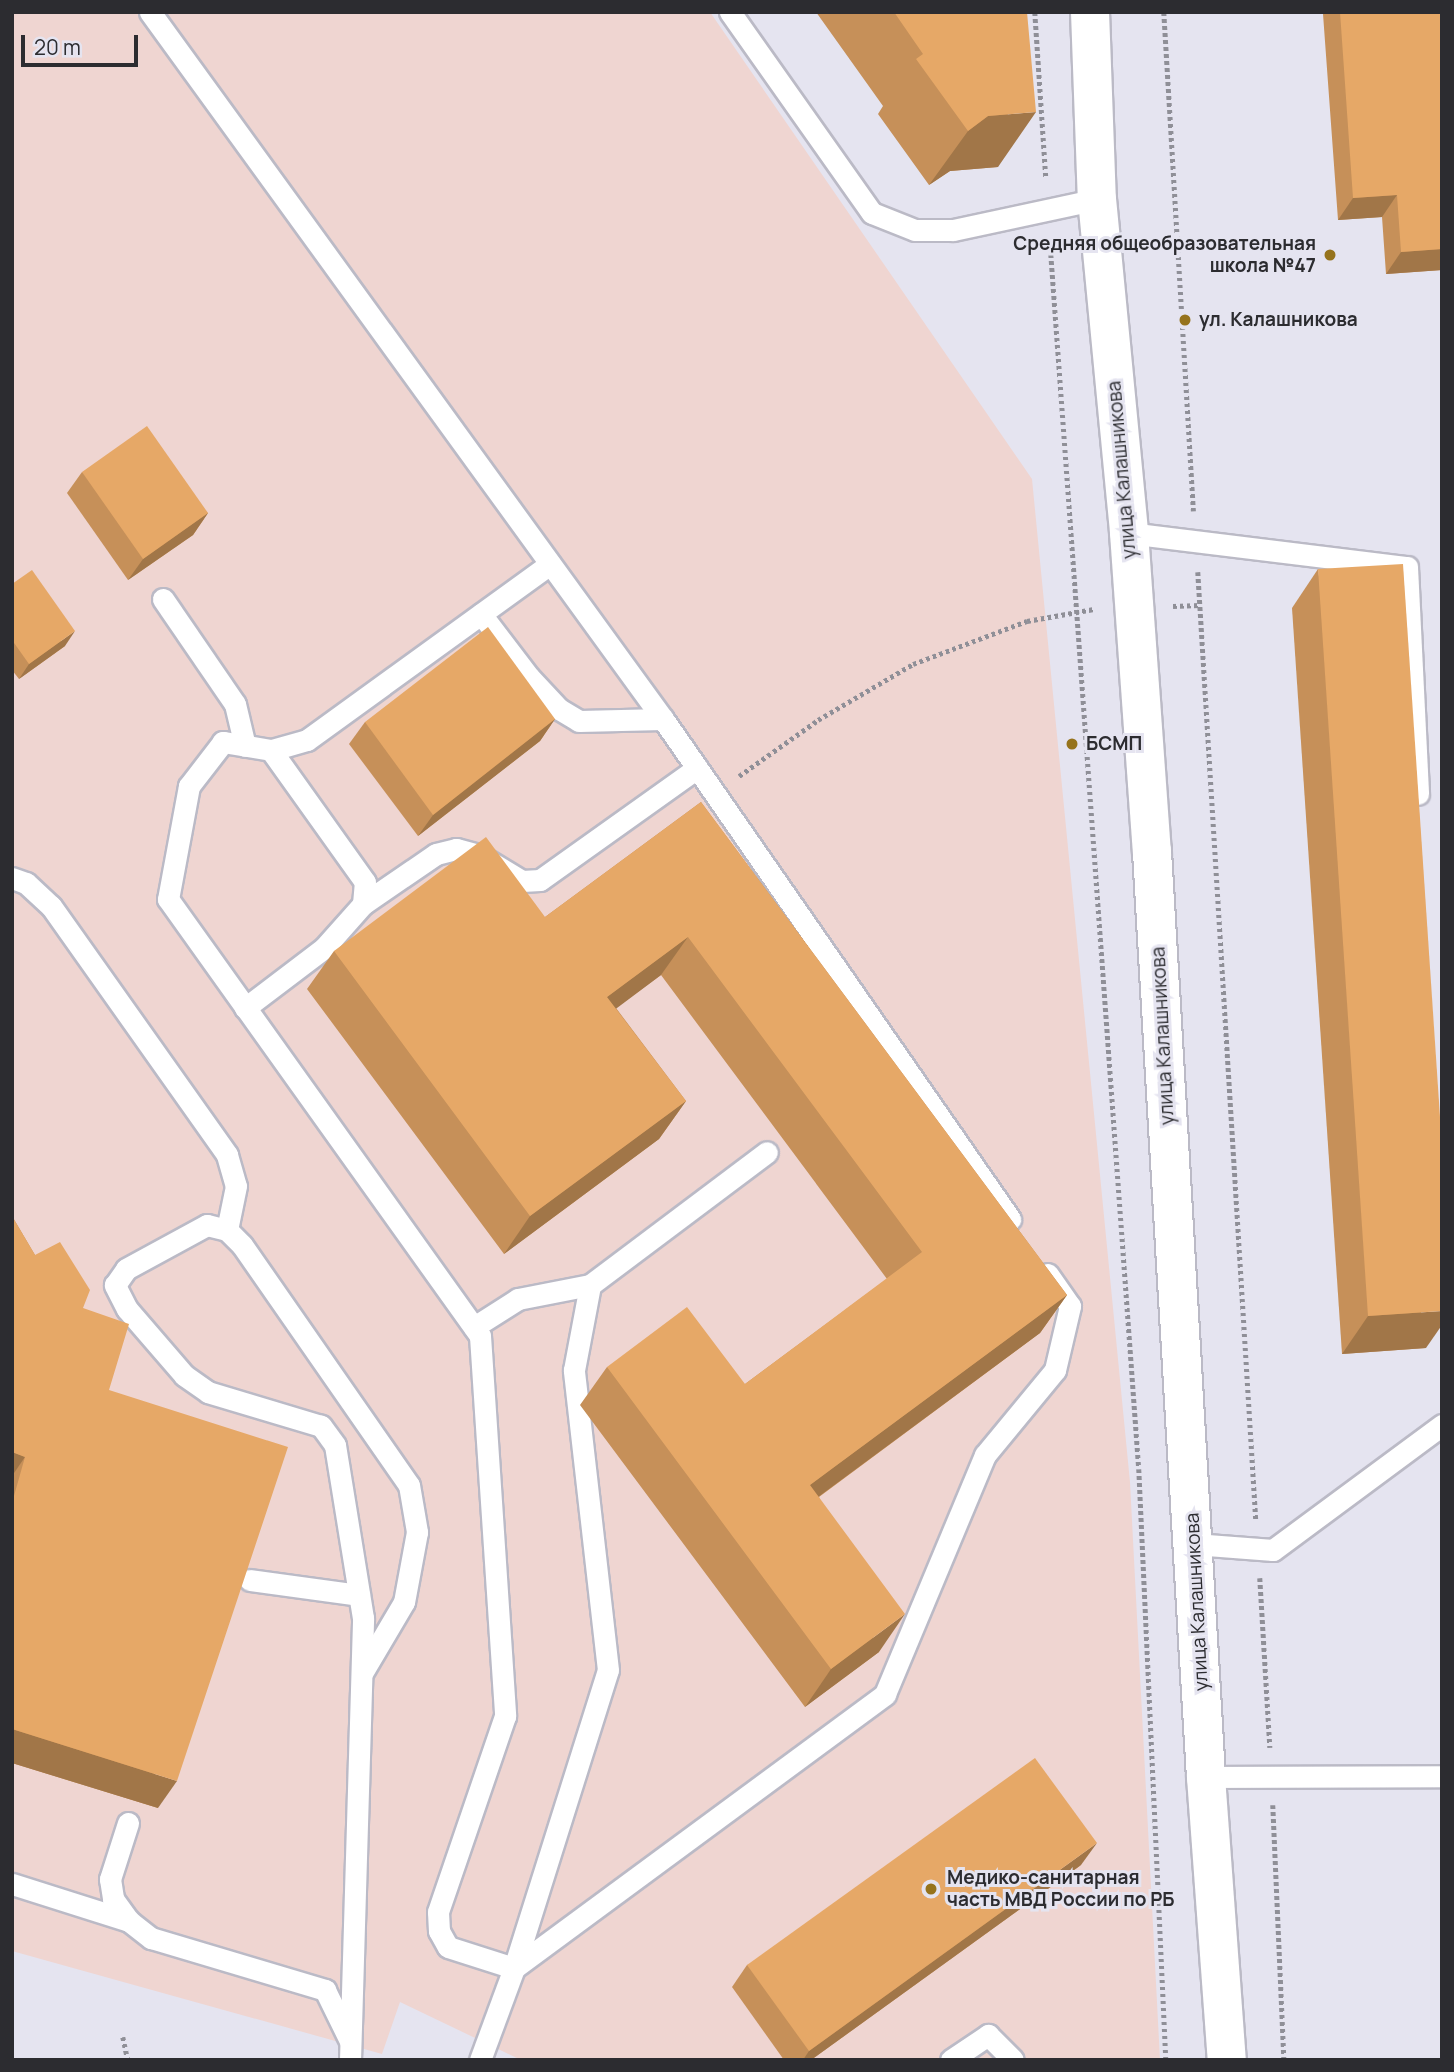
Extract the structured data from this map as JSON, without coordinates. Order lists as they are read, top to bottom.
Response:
{
  "streets": {
    "main road": ["улица Калашникова"]
  },
  "places": [
    "Средняя общеобразовательная школа №47",
    "ул. Калашникова",
    "БСМП",
    "Медико-санитарная часть МВД России по РБ"
  ],
  "scale_bar": "20 m"
}
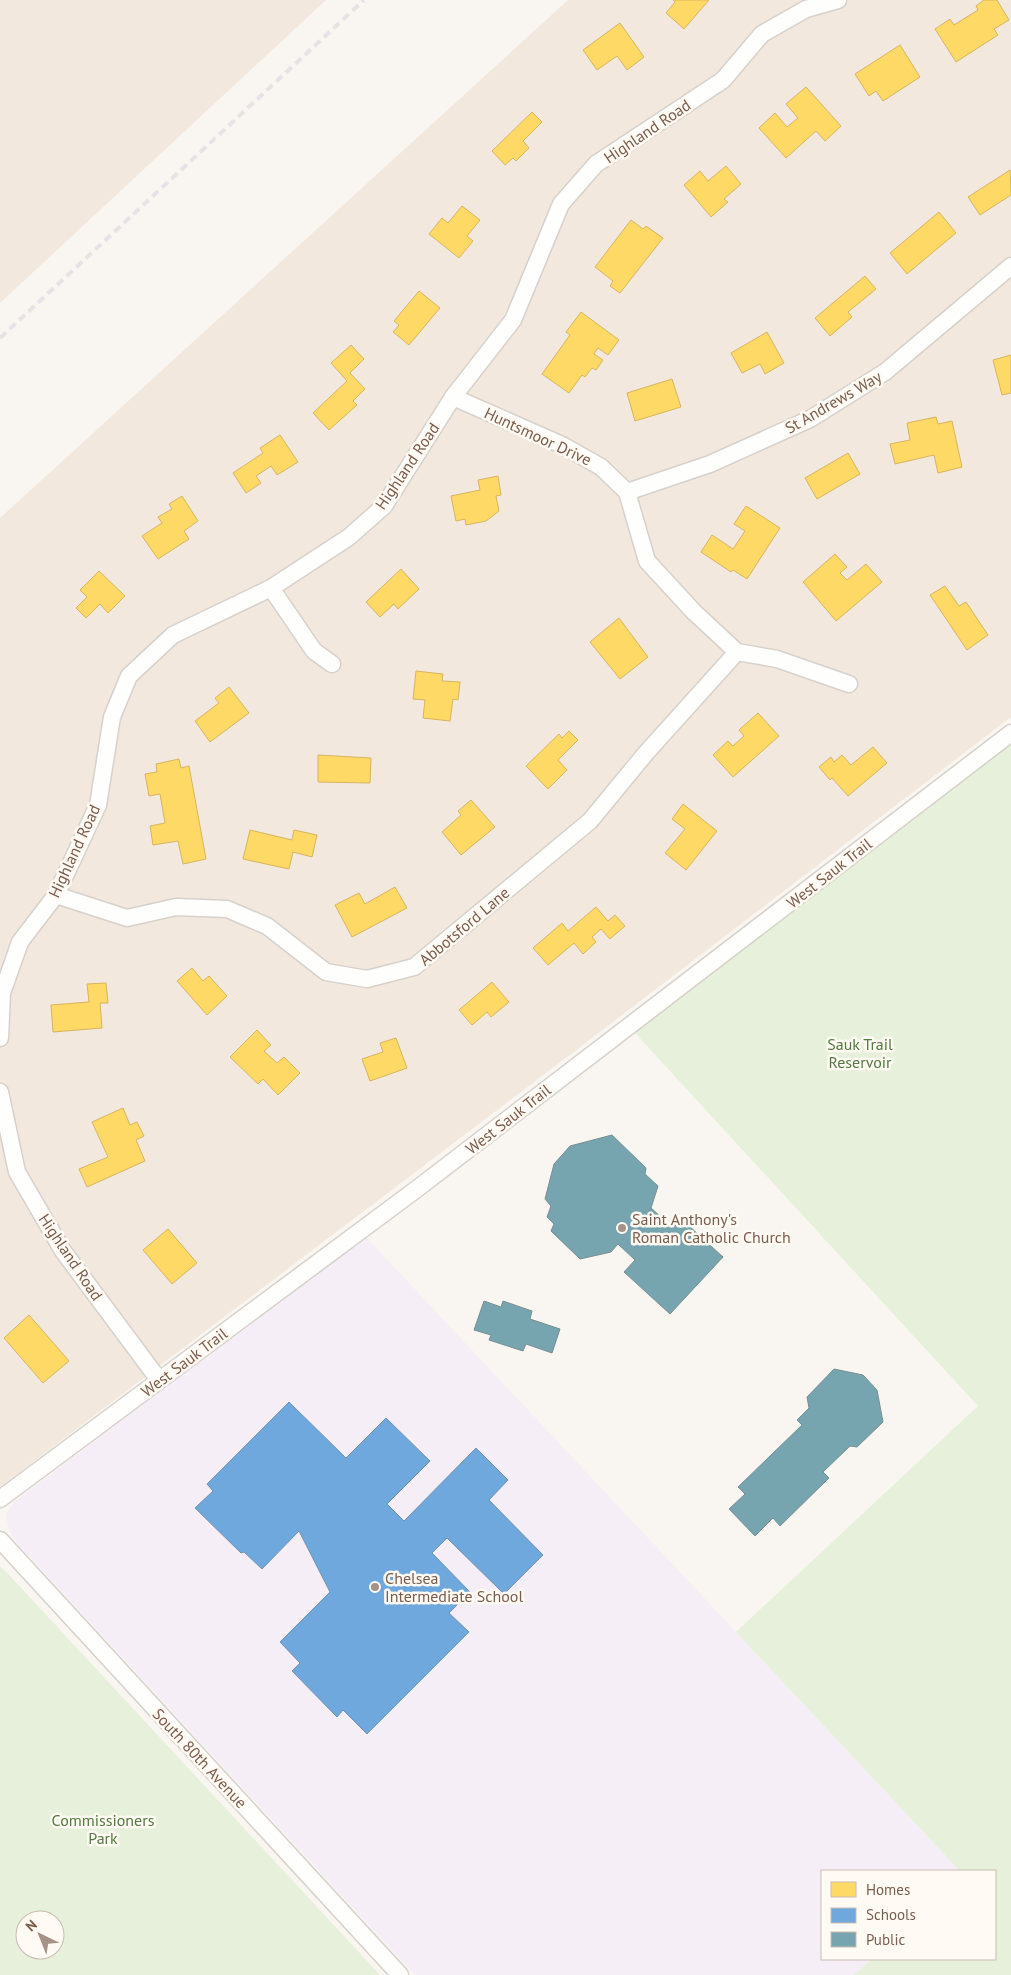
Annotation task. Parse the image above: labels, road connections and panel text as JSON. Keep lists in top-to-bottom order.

▬▬▬▬▬▬▬▬▬▬

# TASK INSTRUCTIONS
In the listing, find every line containing the word "JSON" and list it.

# THE ANSWER
Extract the structured data from this map as JSON, without coordinates. Order lists as they are read, top to bottom.
Annotation task. Parse the image above: labels, road connections and panel text as JSON. Keep lists in top-to-bottom order.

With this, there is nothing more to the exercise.